Records drawn from a dataset:
▬▬▬
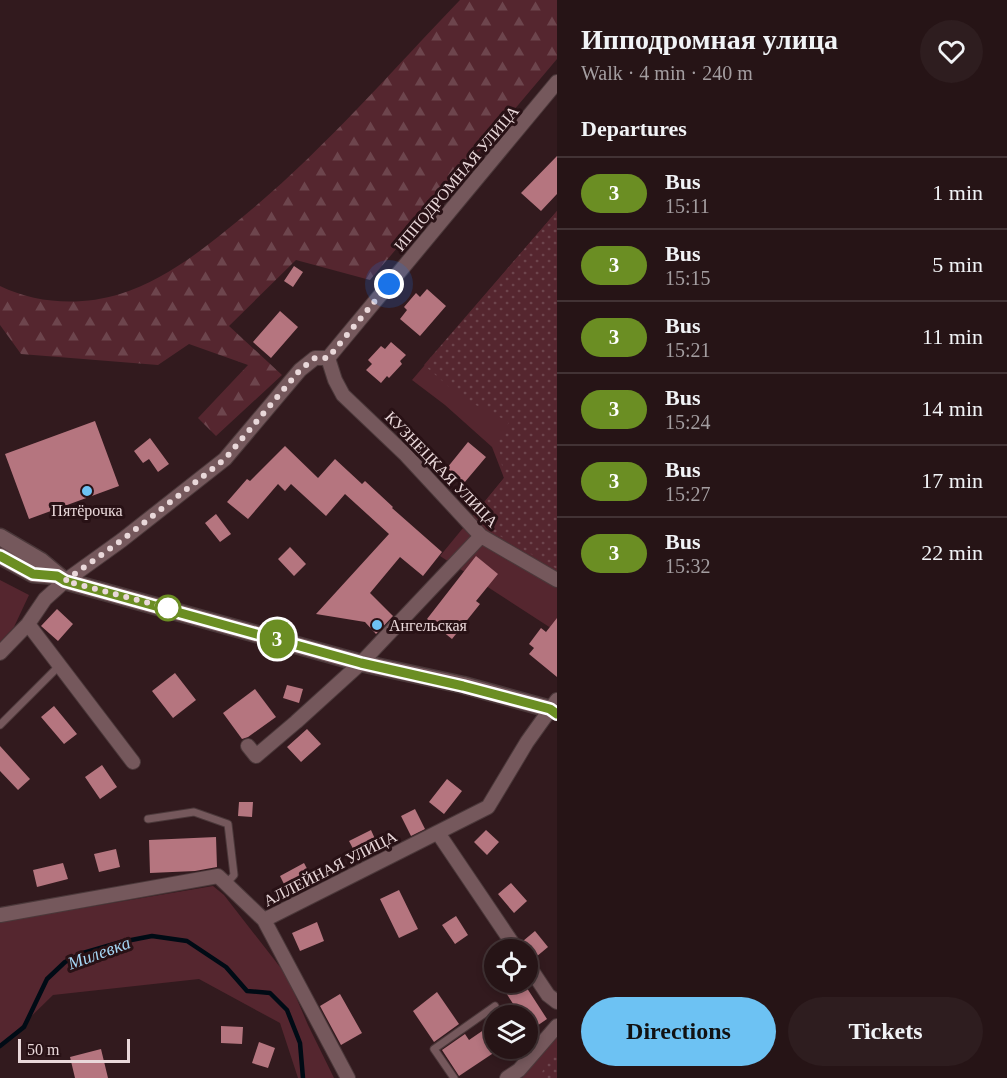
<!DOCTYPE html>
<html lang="en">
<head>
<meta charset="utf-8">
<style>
  body { margin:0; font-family:"Times New Roman",serif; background:#2e1d1f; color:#f1f3f6; height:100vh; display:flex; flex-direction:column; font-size:22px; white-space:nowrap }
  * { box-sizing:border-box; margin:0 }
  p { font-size:20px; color:#a49ea1 }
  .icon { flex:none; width:33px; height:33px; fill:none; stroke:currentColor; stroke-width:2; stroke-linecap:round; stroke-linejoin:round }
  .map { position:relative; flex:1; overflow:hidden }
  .drawer { display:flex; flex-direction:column; background:#261416; width:450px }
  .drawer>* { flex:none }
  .badge { padding:0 12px; border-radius:20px; font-size:21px; line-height:39px }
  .fabs { position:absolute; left:484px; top:939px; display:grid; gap:12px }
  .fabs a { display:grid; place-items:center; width:54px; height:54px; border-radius:50%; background:#261416; box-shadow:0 3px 9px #0003,0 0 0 2px #423335; font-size:30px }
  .scale { position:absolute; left:18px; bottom:15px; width:112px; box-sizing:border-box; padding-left:6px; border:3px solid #e9d8da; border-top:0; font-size:16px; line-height:21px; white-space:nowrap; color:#e9d8da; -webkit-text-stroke:4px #281115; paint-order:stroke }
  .you { position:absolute; width:30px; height:30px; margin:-15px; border:4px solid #fff; border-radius:50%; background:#1a73e8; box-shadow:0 0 0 9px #1a73e833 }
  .map>.badge { position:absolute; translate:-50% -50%; box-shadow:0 0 0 3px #fff }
  h2 { padding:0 24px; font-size:22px; line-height:54px }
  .round { display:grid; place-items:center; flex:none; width:63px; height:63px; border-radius:32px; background:#2e1d1f }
  .head { display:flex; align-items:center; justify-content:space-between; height:102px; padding:0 24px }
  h1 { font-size:28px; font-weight:700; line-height:45px }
  .cta { display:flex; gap:12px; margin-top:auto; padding:12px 24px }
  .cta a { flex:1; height:69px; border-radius:36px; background:#6dc2f3; color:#111; font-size:24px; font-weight:700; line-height:69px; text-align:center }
  .cta a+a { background:#2e1d1f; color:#f1f3f6 }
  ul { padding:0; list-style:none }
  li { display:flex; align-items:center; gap:18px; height:72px; padding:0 24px; border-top:2px solid #423335 }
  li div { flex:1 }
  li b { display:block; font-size:22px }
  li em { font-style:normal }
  li .badge { min-width:66px; font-weight:700; text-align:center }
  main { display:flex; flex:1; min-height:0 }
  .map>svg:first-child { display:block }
  .green { fill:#55262f }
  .forest { fill:url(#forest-firs) }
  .garden { fill:url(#garden-dots) }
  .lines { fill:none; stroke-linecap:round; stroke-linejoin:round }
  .stream { stroke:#000b15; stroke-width:4.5 }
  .building { fill:#b5757f }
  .service-casing { stroke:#4b383a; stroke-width:9 }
  .minor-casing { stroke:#4b383a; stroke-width:16 }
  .tertiary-casing { stroke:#4b383a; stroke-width:19 }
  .service { stroke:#75585c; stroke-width:7 }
  .minor { stroke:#75585c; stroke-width:14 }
  .tertiary { stroke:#75585c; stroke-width:16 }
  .line-casing { stroke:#fff; stroke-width:14 }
  .line { stroke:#6b8e23; stroke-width:9 }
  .walk { stroke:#e9d8da; stroke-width:6; stroke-dasharray:0 10.8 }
  .poi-dot { fill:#6dc2f3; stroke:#281115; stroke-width:2 }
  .stop-dot { fill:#fff; stroke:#6b8e23; stroke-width:3 }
  .labels { text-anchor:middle; stroke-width:6; stroke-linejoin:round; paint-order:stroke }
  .street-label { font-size:16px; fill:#e9d8da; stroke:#281115 }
  .poi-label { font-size:16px; fill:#e9d8da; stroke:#281115 }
  .water-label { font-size:18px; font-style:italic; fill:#a5d6f5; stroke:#281115 }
</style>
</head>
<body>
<main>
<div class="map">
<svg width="557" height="1078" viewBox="0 0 557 1078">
  <defs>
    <pattern id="forest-firs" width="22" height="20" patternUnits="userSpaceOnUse" patternTransform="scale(1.5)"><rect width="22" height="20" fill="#55262f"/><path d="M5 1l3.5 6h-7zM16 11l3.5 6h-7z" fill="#6d454d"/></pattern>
    <pattern id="garden-dots" width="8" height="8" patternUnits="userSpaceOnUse" patternTransform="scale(1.5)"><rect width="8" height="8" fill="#55262f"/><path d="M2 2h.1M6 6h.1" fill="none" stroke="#6d454d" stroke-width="1.8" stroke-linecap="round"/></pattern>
  </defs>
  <rect width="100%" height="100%" fill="#321a1e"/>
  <!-- green -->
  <path class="green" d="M557 211V632L440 556 504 478 492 447 445 405 412 380Z
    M0 580 29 595 14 627 0 642Z
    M213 886 224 895 287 976 308 1025 334 1078H298L280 1023 199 979 53 995 4 1043 0 1044V922Z
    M557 1033V1078H521L523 1077Z"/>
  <!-- forest -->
  <path class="forest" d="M460 0H557V59L370 280 296 260 229 326 282 375 216 436 198 418 248 365 189 344 158 365 21 354 0 325V286C37 304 81 306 120 294 161 281 196 255 229 228 314 161 385 78 460 0Z"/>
  <!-- garden -->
  <path class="garden" d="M557 211V569L481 525 472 517 504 478 498 441 509 422 462 398 424 365Z
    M557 1050V1078H539L550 1057Z"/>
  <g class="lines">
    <!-- stream -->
    <path class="stream" d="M0 1046 24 1027 47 979 65 962 83 953 121 942 152 936 187 941 226 967 247 991 270 993 287 1010 300 1043 303 1078"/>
  </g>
  <!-- building -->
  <path class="building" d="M557 156V194L541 211 521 193Z
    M294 266 303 272 293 287 284 281Z
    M427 289 446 306 420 336 400 319 407 310 404 307 416 293 420 297Z
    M280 311 298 327 271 358 253 342Z
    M391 342 406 355 400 361 402 364 389 378 387 376 381 383 366 370 372 364 368 360 381 346 385 349Z
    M95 421 119 486 29 519 5 454Z
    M150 438 169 464 158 472 149 459 143 463 134 451Z
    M468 442 486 457 464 483 447 468Z
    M285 446 318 478 335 459 362 484 365 481 393 507 392 508 442 552 423 576 400 557 370 593 393 616 376 634 365 622 316 614 389 534 345 494 326 516 291 484 285 491 278 484 248 519 227 502 247 479 250 481Z
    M216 514 231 534 220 542 205 523Z
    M290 547 306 564 294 576 278 559Z
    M476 556 498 574 476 601 480 604 452 639 427 619Z
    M57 609 73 624 58 641 41 626Z
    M557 618V677L529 654 534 648 529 644 541 628 546 632Z
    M175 673 196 700 173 718 152 691Z
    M287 685 303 689 299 703 283 698Z
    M255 689 276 717 248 737 242 739 223 713Z
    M54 706 77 734 64 744 41 717Z
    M307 729 321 744 301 762 287 747Z
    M0 746 30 779 18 790 0 771Z
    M102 765 117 787 100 799 85 777Z
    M447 779 462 791 444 814 429 802Z
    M239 802H253L252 817 238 816Z
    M415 809 425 829 411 836 401 816Z
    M371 830 380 850 359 860 349 841Z
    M486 830 499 842 487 855 474 842Z
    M216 837 217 867 195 871 150 873 149 840Z
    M116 849 120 867 99 872 94 854Z
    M63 863 68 879 37 887 33 870Z
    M304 863 312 878 288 892 280 876Z
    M511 883 527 901 514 913 498 894Z
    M399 890 418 929 399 938 380 899Z
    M456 916 468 935 455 944 442 925Z
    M317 922 324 941 300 951 292 933Z
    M535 931 548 947 536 957 523 941Z
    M499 982H523L547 1019 528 1032V1016H521Z
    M437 992 459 1024 434 1042 413 1011Z
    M340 994 362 1033 341 1045 320 1006Z
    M221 1026 243 1027 242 1044 221 1043Z
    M488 1027 495 1037V1052L459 1076 442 1050 465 1034 469 1040Z
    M259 1042 275 1048 268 1068 252 1063Z
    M101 1049 108 1078H75L70 1057Z"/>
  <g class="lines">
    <!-- service casing -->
    <g class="service-casing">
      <path id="service" d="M0 725 59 666
        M148 819 194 812 228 824 234 875 226 884
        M454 1078 434 1049 495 1006"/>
    </g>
    <!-- minor casing -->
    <g class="minor-casing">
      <path id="minor" d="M328 358 335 380 343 395 406 455 481 536 557 580
        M28 624 133 762
        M0 653 28 624 45 599 65 581 122 540 225 459 300 370 315 358H328L557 82
        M248 746 256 756 296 722 361 663 481 536
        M438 833 517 950
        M0 915 218 876 264 920 488 807 527 742 557 700
        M264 920 348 1078
        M528 965 548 995 557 1002
        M507 1078 519 1070 557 1026"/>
    </g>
    <!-- tertiary casing -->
    <g class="tertiary-casing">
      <path id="tertiary" d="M0 537 41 561 65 581 361 663 463 685 550 709H557
        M0 556 33 574 57 576"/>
    </g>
    <!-- service -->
    <use href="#service" class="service"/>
    <!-- minor -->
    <use href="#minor" class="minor"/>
    <!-- tertiary -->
    <use href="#tertiary" class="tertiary"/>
  </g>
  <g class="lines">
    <!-- line casing -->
    <g class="line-casing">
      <path id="line" d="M0 556 33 574 57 576 65 581 361 663 463 686 550 709 557 714"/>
    </g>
    <!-- line -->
    <use href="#line" class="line"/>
    <!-- walk -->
    <path class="walk" d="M168 608 65 581 122 540 225 459 300 370 315 358H328L389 284"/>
  </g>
  <!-- markers -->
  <g class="poi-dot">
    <circle cx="87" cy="491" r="6"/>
    <circle cx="377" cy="625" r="6"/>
  </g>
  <circle class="stop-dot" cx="168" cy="608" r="12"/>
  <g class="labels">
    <!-- street labels -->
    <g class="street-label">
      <text transform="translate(456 178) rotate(-50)" y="6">ИППОДРОМНАЯ УЛИЦА</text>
      <text transform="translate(442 469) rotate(46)" y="6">КУЗНЕЦКАЯ УЛИЦА</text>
      <text transform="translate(330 868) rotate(-27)" y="6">АЛЛЕЙНАЯ УЛИЦА</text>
    </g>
    <!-- poi labels -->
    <g class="poi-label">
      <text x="87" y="516">Пятёрочка</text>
      <text x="389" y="631" text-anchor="start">Ангельская</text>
    </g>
    <!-- water labels -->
    <g class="water-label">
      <text transform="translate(99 953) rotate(-20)" y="6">Милевка</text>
    </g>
  </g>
</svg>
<div class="fabs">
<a><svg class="icon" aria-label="locate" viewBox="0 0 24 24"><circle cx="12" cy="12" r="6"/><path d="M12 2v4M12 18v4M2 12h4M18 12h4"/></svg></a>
<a><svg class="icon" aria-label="layers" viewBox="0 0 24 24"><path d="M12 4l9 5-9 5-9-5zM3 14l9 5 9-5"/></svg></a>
</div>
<div class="scale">50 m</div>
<div class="you" style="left:389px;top:284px"></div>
<b class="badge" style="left:277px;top:639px;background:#6b8e23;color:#fff">3</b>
</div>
<section class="drawer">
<div class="head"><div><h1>Ипподромная улица</h1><p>Walk · 4 min · 240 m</p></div><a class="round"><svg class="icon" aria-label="heart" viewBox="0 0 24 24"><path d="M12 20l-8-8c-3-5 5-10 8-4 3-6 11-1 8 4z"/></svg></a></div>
<h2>Departures</h2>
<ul>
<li><span class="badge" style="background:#6b8e23;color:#fff">3</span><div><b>Bus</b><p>15:11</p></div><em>1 min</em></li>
<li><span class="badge" style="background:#6b8e23;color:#fff">3</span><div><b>Bus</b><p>15:15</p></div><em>5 min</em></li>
<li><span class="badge" style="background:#6b8e23;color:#fff">3</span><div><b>Bus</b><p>15:21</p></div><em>11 min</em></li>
<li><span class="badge" style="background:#6b8e23;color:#fff">3</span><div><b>Bus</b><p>15:24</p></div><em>14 min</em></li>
<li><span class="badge" style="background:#6b8e23;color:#fff">3</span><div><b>Bus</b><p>15:27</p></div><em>17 min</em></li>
<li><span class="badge" style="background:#6b8e23;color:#fff">3</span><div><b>Bus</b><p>15:32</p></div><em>22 min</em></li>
</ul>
<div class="cta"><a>Directions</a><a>Tickets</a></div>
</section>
</main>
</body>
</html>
▬▬▬
Look through the entries. Copy out each line with "solid" in it.

RESULT:
  .scale { position:absolute; left:18px; bottom:15px; width:112px; box-sizing:border-box; padding-left:6px; border:3px solid #e9d8da; border-top:0; font-size:16px; line-height:21px; white-space:nowrap; color:#e9d8da; -webkit-text-stroke:4px #281115; paint-order:stroke }
  .you { position:absolute; width:30px; height:30px; margin:-15px; border:4px solid #fff; border-radius:50%; background:#1a73e8; box-shadow:0 0 0 9px #1a73e833 }
  li { display:flex; align-items:center; gap:18px; height:72px; padding:0 24px; border-top:2px solid #423335 }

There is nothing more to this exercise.